A pilot plant based on the principle of gravity-driven membrane disinfection has been designed and built in 2008 in collaboration with Veolia, Kompetenzzentrum Wasser Berlin and Opalium,. The pilot plant was tested in France (Veolia Research Centre, Annet-sur-Marne (France)) and in South Africa (rural settlement Ogunjini, KwaZulu-Natal) in collaboration with Umgeni Water Works during the period of January 2009 – May 2010. This project was supported by the European Commission (project Techeau).
Placed in a 10 feet-long maritime container, the unit is composed of following componen
- A submerged flat-sheet UF module (membrane area: 40 m2).
- A storage tank for residual chlorination to avoid recontamination of treated water (not used in this study).
- Biological sand filtration was introduced into the system in order to decrease surface load of the membrane. In order to investigate the impact of biological sand filtration, it was in operation during tests in France and was by-passed in the later stages.
The pilot plant has a capacity of 4 m3/d .
Pilot plant based on biological sand filtration and GDM-filtration
The pilot plant was operated in a dead-end mode without back-flushing or cleaning. However, impact of manual drainage was studied and manual drainage was applied 1-7 times a week. In France, untreated water from river Marne, France was feeding the system. This water had turbidity of 3-258 NTU and TOC of 0.9-7.7 mg C/L. Flux values of 5-7 L/m2/h (20OC) were measured.
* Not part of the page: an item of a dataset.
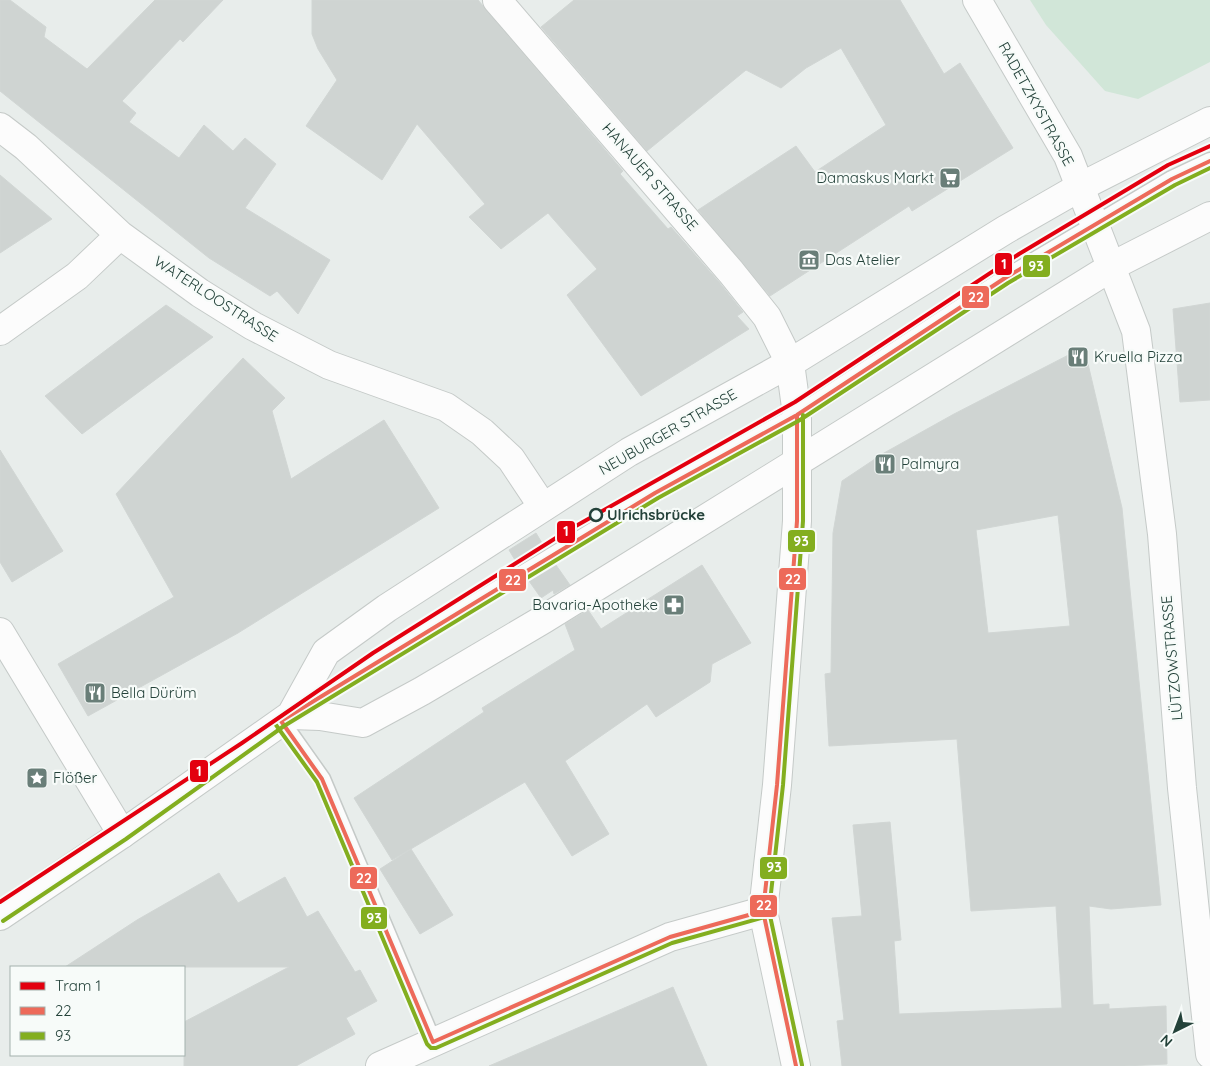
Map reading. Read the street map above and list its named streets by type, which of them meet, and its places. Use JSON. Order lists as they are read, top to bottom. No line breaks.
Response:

In South Africa, river water feeding the plant had turbidity of 10-600 NTU and TOC of 1.6-2.5 mgC/L. Flux values of 4-6 L/m2/h (at 20OC) were measured when turbidity of river water was lower than 160 NTU. However, rain events resulting in increase of turbidity of river water over 600 NTU over several days led to a reduction of flux and its stabilization at 2-3 L/m2/h (see Figure 12). It was concluded that a pre-treatment is required for the system when raw water turbidity exceeds 100 NTU.